- Origin: Jamaica
- Genres: Gospel
- Years active: 1971–present

= The Grace Thrillers =

Jamaican gospel group

The Grace Thrillers is a Jamaican gospel group. The group was founded in 1971 by Noel Willis. Although the members have changed over the years, the group remains one of the most internationally recognized Jamaican gospel groups and has performed in many countries including the United States, United Kingdom, and Canada.

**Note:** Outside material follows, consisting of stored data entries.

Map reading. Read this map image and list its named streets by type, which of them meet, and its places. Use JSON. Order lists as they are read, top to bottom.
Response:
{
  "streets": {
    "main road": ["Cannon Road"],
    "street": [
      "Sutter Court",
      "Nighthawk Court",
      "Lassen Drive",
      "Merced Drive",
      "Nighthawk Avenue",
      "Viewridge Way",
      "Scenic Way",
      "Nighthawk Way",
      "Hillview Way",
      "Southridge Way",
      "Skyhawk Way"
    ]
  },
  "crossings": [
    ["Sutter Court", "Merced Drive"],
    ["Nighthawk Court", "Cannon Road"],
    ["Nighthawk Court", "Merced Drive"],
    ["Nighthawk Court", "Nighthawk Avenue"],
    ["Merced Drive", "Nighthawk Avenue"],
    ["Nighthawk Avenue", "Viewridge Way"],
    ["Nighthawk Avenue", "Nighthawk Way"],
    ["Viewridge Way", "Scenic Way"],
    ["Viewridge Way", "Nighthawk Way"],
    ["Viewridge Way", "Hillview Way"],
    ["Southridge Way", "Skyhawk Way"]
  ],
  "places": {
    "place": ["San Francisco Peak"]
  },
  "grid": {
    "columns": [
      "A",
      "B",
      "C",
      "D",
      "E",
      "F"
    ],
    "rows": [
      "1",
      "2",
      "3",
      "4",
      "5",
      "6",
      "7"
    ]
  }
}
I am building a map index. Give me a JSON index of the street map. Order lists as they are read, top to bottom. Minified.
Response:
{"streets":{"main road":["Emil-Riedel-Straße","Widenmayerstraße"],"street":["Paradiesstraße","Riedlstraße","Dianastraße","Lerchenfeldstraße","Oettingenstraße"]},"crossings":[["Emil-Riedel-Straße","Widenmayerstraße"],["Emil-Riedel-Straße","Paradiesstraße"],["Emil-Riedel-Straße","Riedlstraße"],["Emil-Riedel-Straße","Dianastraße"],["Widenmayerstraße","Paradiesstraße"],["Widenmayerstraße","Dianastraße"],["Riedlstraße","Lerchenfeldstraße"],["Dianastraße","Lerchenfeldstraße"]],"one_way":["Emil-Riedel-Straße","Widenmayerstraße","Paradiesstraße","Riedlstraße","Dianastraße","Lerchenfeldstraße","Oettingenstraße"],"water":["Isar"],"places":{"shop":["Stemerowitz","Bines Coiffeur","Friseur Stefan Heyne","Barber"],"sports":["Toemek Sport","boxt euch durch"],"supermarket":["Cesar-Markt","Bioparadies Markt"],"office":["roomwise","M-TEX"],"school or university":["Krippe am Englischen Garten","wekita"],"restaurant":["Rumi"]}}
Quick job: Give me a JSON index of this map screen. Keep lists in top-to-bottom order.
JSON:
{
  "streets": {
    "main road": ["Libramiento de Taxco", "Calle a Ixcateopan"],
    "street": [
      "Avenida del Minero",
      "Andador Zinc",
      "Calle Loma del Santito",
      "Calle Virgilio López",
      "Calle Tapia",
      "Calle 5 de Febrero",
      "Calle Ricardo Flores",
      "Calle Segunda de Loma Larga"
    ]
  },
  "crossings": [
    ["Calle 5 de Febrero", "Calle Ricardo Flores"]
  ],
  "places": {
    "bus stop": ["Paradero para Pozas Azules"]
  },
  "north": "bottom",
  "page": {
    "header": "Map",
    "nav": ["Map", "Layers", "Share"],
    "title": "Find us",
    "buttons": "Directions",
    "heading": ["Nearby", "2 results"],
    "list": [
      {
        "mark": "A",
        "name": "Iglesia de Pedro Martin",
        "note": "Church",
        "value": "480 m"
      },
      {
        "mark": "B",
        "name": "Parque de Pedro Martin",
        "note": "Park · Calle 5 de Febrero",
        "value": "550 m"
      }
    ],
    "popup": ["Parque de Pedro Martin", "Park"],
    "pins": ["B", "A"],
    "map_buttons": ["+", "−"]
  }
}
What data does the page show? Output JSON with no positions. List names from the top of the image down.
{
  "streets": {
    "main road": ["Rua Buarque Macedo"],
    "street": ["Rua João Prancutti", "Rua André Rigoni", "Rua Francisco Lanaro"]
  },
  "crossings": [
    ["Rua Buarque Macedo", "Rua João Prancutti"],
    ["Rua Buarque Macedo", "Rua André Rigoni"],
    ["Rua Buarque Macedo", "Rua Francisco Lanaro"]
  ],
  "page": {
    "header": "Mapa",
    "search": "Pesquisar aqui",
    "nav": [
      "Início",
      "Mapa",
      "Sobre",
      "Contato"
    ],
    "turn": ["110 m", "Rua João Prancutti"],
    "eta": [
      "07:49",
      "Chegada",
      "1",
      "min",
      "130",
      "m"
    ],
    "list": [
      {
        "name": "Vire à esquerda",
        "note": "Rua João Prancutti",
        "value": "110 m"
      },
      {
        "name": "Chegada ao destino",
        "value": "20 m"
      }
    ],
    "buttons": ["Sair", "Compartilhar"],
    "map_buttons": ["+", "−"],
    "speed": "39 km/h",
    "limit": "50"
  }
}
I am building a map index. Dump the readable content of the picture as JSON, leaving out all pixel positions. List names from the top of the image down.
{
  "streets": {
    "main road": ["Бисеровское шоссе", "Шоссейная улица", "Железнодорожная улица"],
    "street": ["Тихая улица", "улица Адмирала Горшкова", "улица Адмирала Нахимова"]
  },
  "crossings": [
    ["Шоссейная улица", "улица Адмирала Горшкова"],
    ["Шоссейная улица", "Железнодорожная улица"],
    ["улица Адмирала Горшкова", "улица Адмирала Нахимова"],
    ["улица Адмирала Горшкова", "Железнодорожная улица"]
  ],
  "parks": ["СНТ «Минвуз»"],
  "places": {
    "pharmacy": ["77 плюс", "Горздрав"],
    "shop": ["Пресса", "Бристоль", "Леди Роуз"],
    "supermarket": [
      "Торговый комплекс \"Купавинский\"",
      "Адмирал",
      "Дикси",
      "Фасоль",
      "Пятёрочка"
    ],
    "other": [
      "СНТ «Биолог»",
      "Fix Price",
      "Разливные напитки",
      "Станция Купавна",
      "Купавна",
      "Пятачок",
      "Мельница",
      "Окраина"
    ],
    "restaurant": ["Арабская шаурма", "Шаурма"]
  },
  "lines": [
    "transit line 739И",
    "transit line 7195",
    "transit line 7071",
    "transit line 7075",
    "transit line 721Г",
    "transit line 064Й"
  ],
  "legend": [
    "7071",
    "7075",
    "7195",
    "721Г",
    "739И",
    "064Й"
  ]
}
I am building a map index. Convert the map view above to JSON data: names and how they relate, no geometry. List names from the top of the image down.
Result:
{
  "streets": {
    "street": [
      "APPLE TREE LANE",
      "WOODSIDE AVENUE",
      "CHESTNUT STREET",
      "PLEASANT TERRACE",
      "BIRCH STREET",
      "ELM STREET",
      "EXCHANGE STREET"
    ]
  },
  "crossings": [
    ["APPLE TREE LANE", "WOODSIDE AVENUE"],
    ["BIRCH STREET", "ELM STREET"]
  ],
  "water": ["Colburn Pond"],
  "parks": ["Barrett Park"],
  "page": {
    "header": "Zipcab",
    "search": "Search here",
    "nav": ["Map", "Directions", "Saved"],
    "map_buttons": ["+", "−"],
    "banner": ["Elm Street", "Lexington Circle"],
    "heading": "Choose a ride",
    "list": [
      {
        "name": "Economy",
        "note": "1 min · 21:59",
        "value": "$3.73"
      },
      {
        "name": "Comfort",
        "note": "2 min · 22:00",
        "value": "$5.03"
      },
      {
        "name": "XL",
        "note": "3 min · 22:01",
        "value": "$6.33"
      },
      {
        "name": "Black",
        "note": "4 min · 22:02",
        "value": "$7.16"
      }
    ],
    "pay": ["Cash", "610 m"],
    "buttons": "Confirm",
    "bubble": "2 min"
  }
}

Current membership includes founder Noel Willis Jr. Alrick O' Connor, Mary Lewis, Shalli Burchell, Natalie Foster, Cadian Brown, Althea Hemmings and Larry Snow. They have performed with some of the biggest gospel acts, including the Hawkins Family, the Commissions, the Richard Smallwood Singers, Candi Staton, Shirley Caesar, Jesse Dixon and The Williams Brothers.

== History ==
In 1984, the group represented the Caribbean in the World Gospel Festival in Chicago. In 1986 they were awarded the Rainbow Production Awards for most consistent gospel group and best gospel album, as well as the Tibby's Auto Supplies Award for Spiritual Ministry through Music and Song. In 1987 they won the Rockers Award for Best Gospel Album.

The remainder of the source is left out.